_TO DO_:
Which lines of the records contain the word "secondary"? Show each of them.

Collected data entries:
..........
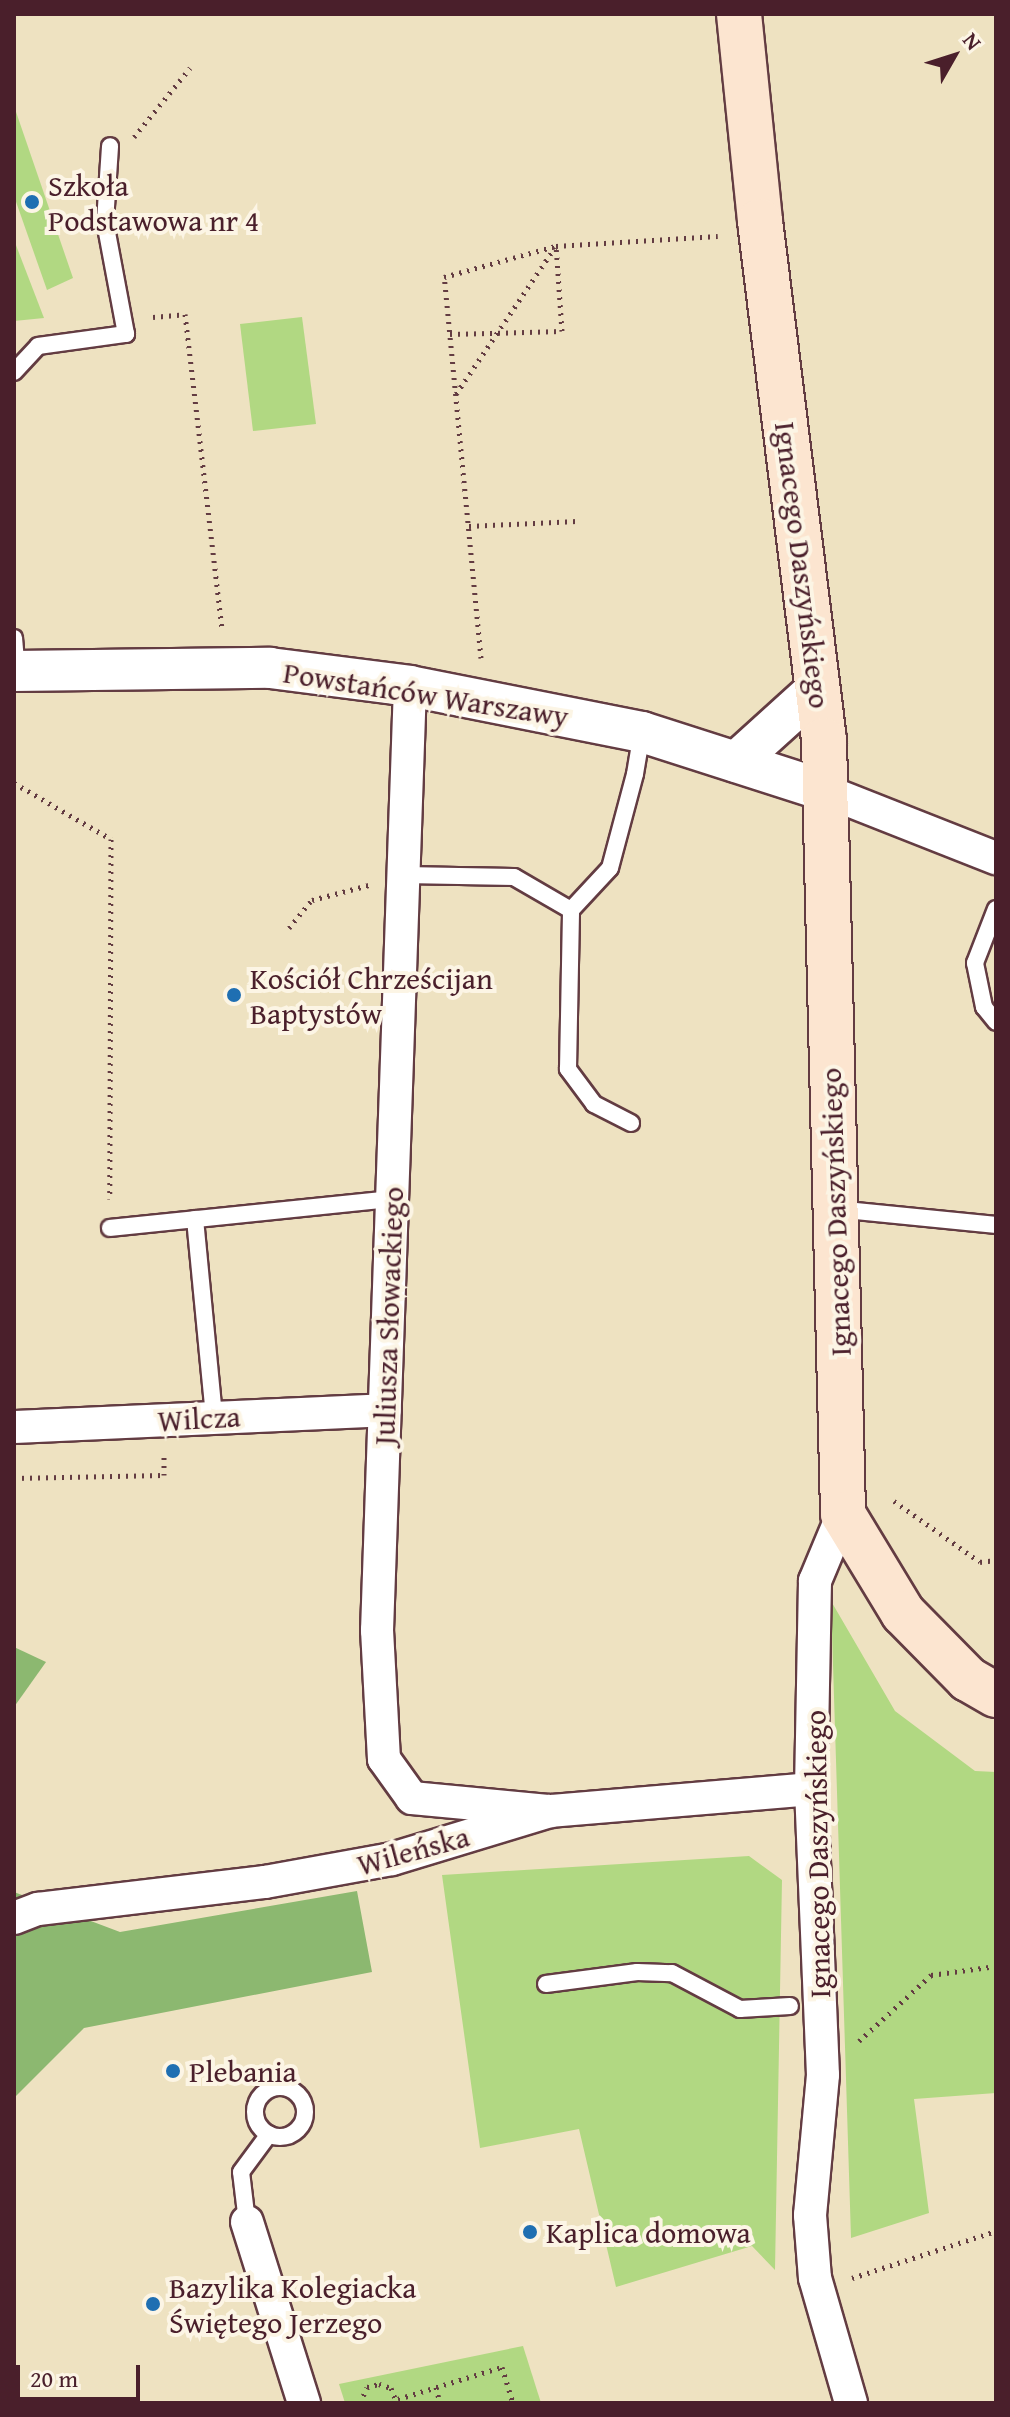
<!DOCTYPE html>
<meta charset="utf-8">
<style>
body{margin:0}
#map{position:relative;width:1010px;height:2417px;overflow:hidden;background:#eee2c1;font-family:"Gentium Book Plus",serif}
div>[style]{position:absolute}
.green>*{inset:0;background:#b1d882}
.forest>*{inset:0;background:#8cb870}
.path>*{height:5px;margin-top:-2.5px;transform-origin:0;background:repeating-linear-gradient(90deg,#633c42 0 2px,transparent 0 8px)}
.roads{filter:drop-shadow(2px 0 #633c42) drop-shadow(-2px 0 #633c42) drop-shadow(0 2px #633c42) drop-shadow(0 -2px #633c42)}
.service>*{height:16px;margin:-8px;padding:0 8px;transform-origin:8px;border-radius:8px;background:#fff}
.service>.ring{margin:-8px;padding:0;box-sizing:content-box;background:none;border:16px solid #fff;border-radius:50%}
.minor>*{height:32px;margin:-16px;padding:0 16px;transform-origin:16px;border-radius:16px;background:#fff}
.tertiary>*{height:40px;margin:-20px;padding:0 20px;transform-origin:20px;border-radius:20px;background:#fff}
.secondary>*{height:44px;margin:-22px;padding:0 22px;transform-origin:22px;border-radius:22px;background:#fce5d0}
.dots>*{width:22px;height:22px;translate:-50% -50%;box-sizing:border-box;border:4px solid #fcf5e5;border-radius:50%}
span{translate:-50% -50%;white-space:nowrap;text-align:center;line-height:1.15;-webkit-text-stroke:8px #fcf5e5;paint-order:stroke}
.poi-label{font-size:30px;color:#4a1f2b}
.left{translate:0 -50%;text-align:left}
.street-label{font-size:30px;color:#4a1f2b}
.frame{position:absolute;inset:0;border:16px solid #4a1f2b;pointer-events:none}
.north{position:absolute;left:914px;top:16px;width:80px;height:80px;-webkit-text-stroke:6px #fcf5e5;paint-order:stroke;rotate:51deg;font-size:22px;font-weight:700;line-height:32px;text-align:center;color:#4a1f2b}
.north::after{content:'';display:block;margin:auto;width:28px;height:36px;background:#4a1f2b;clip-path:polygon(50% 0,100% 100%,50% 72%,0 100%)}
.scale{position:absolute;left:16px;top:2365px;width:124px;height:36px;box-sizing:border-box;border:4px solid #4a1f2b;border-top:0;padding-left:10px;font-size:24px;line-height:28px;white-space:nowrap;color:#4a1f2b;-webkit-text-stroke:6px #fcf5e5;paint-order:stroke}
</style>
<div id="map">
<div class="green">
<div style="clip-path:polygon(14px 106px,73px 278px,47px 290px,14px 196px)"></div>
<div style="clip-path:polygon(14px 240px,44px 318px,14px 321px)"></div>
<div style="clip-path:polygon(302px 317px,316px 424px,253px 431px,240px 324px)"></div>
<div style="clip-path:polygon(831px 1601px,895px 1711px,975px 1771px,996px 1772px,996px 2093px,914px 2099px,929px 2213px,851px 2238px)"></div>
<div style="clip-path:polygon(749px 1856px,782px 1880px,775px 2270px,752px 2246px,616px 2287px,579px 2129px,480px 2148px,442px 1875px)"></div>
<div style="clip-path:polygon(523px 2346px,541px 2403px,345px 2403px,339px 2384px)"></div>
</div>
<div class="forest">
<div style="clip-path:polygon(14px 1647px,46px 1662px,14px 1707px)"></div>
<div style="clip-path:polygon(357px 1891px,372px 1972px,84px 2028px,14px 2098px,14px 1892px,120px 1932px)"></div>
</div>
<div class="path">
<div style="left:134px;top:137px;width:89px;rotate:-50.9deg"></div>
<div style="left:153px;top:317px;width:32px;rotate:-5deg"></div>
<div style="left:185px;top:314px;width:317px;rotate:83.3deg"></div>
<div style="left:450px;top:334px;width:112px;rotate:-1.5deg"></div>
<div style="left:562px;top:331px;width:85px;rotate:-94deg"></div>
<div style="left:456px;top:394px;width:177px;rotate:-56deg"></div>
<div style="left:469px;top:526px;width:108px;rotate:-2.7deg"></div>
<div style="left:481px;top:658px;width:383px;rotate:-95.5deg"></div>
<div style="left:444px;top:277px;width:116px;rotate:-15.5deg"></div>
<div style="left:556px;top:246px;width:162px;rotate:-3.5deg"></div>
<div style="left:14px;top:783px;width:112px;rotate:30deg"></div>
<div style="left:111px;top:839px;width:360px;rotate:90.2deg"></div>
<div style="left:289px;top:928px;width:36px;rotate:-51deg"></div>
<div style="left:312px;top:900px;width:59px;rotate:-14.7deg"></div>
<div style="left:14px;top:1478px;width:150px;rotate:-1.1deg"></div>
<div style="left:164px;top:1475px;width:18px;rotate:-90deg"></div>
<div style="left:894px;top:1501px;width:105px;rotate:35.3deg"></div>
<div style="left:980px;top:1562px;width:16px;rotate:-7deg"></div>
<div style="left:859px;top:2041px;width:98px;rotate:-42.5deg"></div>
<div style="left:931px;top:1975px;width:66px;rotate:-7.9deg"></div>
<div style="left:852px;top:2278px;width:151px;rotate:-18.1deg"></div>
<div style="left:436px;top:2387px;width:16px;rotate:76deg"></div>
<div style="left:398px;top:2399px;width:109px;rotate:-17.1deg"></div>
<div style="left:502px;top:2367px;width:38px;rotate:73deg"></div>
<div style="left:360px;top:2403px;width:17px;rotate:-66deg"></div>
<div style="left:367px;top:2387px;width:12px;rotate:-14deg"></div>
<div style="left:379px;top:2384px;width:13px;rotate:18deg"></div>
<div style="left:391px;top:2388px;width:16px;rotate:68deg"></div>
</div>
<div class="roads">
<div class="service">
<div style="left:14px;top:372px;width:35px;rotate:-47deg"></div>
<div style="left:38px;top:346px;width:89px;rotate:-7.8deg"></div>
<div style="left:126px;top:334px;width:114px;rotate:-100.6deg"></div>
<div style="left:105px;top:222px;width:76px;rotate:-86.2deg"></div>
<div style="left:14px;top:638px;width:33px;rotate:85deg"></div>
<div style="left:404px;top:875px;width:110px;rotate:1deg"></div>
<div style="left:514px;top:877px;width:66px;rotate:30.1deg"></div>
<div style="left:996px;top:909px;width:58px;rotate:111.3deg"></div>
<div style="left:975px;top:963px;width:45px;rotate:78.4deg"></div>
<div style="left:984px;top:1007px;width:19px;rotate:51deg"></div>
<div style="left:631px;top:1123px;width:42px;rotate:-152.8deg"></div>
<div style="left:594px;top:1104px;width:44px;rotate:-126.6deg"></div>
<div style="left:568px;top:1069px;width:159px;rotate:-88.9deg"></div>
<div style="left:571px;top:910px;width:57px;rotate:-47.1deg"></div>
<div style="left:610px;top:868px;width:97px;rotate:-75.1deg"></div>
<div style="left:635px;top:774px;width:43px;rotate:-80.5deg"></div>
<div style="left:836px;top:1209px;width:161px;rotate:5.7deg"></div>
<div style="left:195px;top:1219px;width:200px;rotate:84.5deg"></div>
<div style="left:110px;top:1228px;width:283px;rotate:-5.9deg"></div>
<div style="left:546px;top:1984px;width:92px;rotate:-7.5deg"></div>
<div style="left:637px;top:1972px;width:35px;rotate:2deg"></div>
<div style="left:672px;top:1973px;width:77px;rotate:27.9deg"></div>
<div style="left:740px;top:2009px;width:50px;rotate:-3.4deg"></div>
<div class="ring" style="left:255px;top:2087px;width:34px;height:34px"></div>
<div style="left:247px;top:2222px;width:50px;rotate:-96.8deg"></div>
<div style="left:241px;top:2172px;width:47px;rotate:-53.6deg"></div>
</div>
<div class="minor">
<div style="left:410px;top:686px;width:945px;rotate:92deg"></div>
<div style="left:377px;top:1630px;width:129px;rotate:86.9deg"></div>
<div style="left:384px;top:1759px;width:48px;rotate:54.3deg"></div>
<div style="left:412px;top:1798px;width:139px;rotate:5.4deg"></div>
<div style="left:823px;top:790px;width:186px;rotate:21.5deg"></div>
<div style="left:14px;top:1427px;width:371px;rotate:-2.6deg"></div>
<div style="left:843px;top:1514px;width:73px;rotate:112.7deg"></div>
<div style="left:815px;top:1581px;width:208px;rotate:91.1deg"></div>
<div style="left:811px;top:1789px;width:286px;rotate:87.6deg"></div>
<div style="left:823px;top:2075px;width:141px;rotate:95.3deg"></div>
<div style="left:810px;top:2215px;width:63px;rotate:85.5deg"></div>
<div style="left:815px;top:2278px;width:130px;rotate:73.9deg"></div>
<div style="left:14px;top:1918px;width:26px;rotate:-21deg"></div>
<div style="left:38px;top:1909px;width:229px;rotate:-6.8deg"></div>
<div style="left:265px;top:1882px;width:129px;rotate:-10.3deg"></div>
<div style="left:392px;top:1859px;width:165px;rotate:-16.9deg"></div>
<div style="left:550px;top:1811px;width:262px;rotate:-4.8deg"></div>
<div style="left:247px;top:2222px;width:190px;rotate:72.5deg"></div>
</div>
<div class="tertiary">
<div style="left:14px;top:671px;width:256px;rotate:-0.7deg"></div>
<div style="left:270px;top:668px;width:141px;rotate:7.3deg"></div>
<div style="left:410px;top:686px;width:237px;rotate:11.2deg"></div>
<div style="left:642px;top:732px;width:190px;rotate:17.8deg"></div>
<div style="left:736px;top:762px;width:112px;rotate:-42.1deg"></div>
</div>
<div class="secondary">
<div style="left:739px;top:14px;width:208px;rotate:84.2deg"></div>
<div style="left:760px;top:221px;width:523px;rotate:82.97deg"></div>
<div style="left:824px;top:740px;width:774px;rotate:88.59deg"></div>
<div style="left:843px;top:1514px;width:116px;rotate:58.8deg"></div>
<div style="left:903px;top:1613px;width:93px;rotate:45.4deg"></div>
<div style="left:968px;top:1679px;width:32px;rotate:30deg"></div>
</div>
</div>
<div class="dots">
<div style="left:32px;top:202px;background:#1f6fb2"></div>
<div style="left:234px;top:995px;background:#1f6fb2"></div>
<div style="left:173px;top:2071px;background:#1f6fb2"></div>
<div style="left:530px;top:2232px;background:#1f6fb2"></div>
<div style="left:153px;top:2304px;background:#1f6fb2"></div>
</div>
<div class="poi-label">
<span class="left" style="left:48px;top:202px">Szkoła<br>Podstawowa nr 4</span>
<span class="left" style="left:250px;top:995px">Kościół Chrześcijan<br>Baptystów</span>
<span class="left" style="left:189px;top:2071px">Plebania</span>
<span class="left" style="left:546px;top:2232px">Kaplica domowa</span>
<span class="left" style="left:169px;top:2304px">Bazylika Kolegiacka<br>Świętego Jerzego</span>
</div>
<div class="street-label">
<span style="left:803px;top:565px;rotate:83deg">Ignacego Daszyńskiego</span>
<span style="left:426px;top:694px;rotate:9deg">Powstańców Warszawy</span>
<span style="left:835px;top:1212px;rotate:-92deg">Ignacego Daszyńskiego</span>
<span style="left:388px;top:1316px;rotate:-88deg">Juliusza Słowackiego</span>
<span style="left:199px;top:1418px;rotate:-3deg">Wilcza</span>
<span style="left:413px;top:1850px;rotate:-15deg">Wileńska</span>
<span style="left:817px;top:1854px;rotate:-91deg">Ignacego Daszyńskiego</span>
</div>
<div class="frame"></div>
<div class="north">N</div>
<div class="scale">20 m</div>
</div>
..........
_REPLY_:
.secondary>*{height:44px;margin:-22px;padding:0 22px;transform-origin:22px;border-radius:22px;background:#fce5d0}
<div class="secondary">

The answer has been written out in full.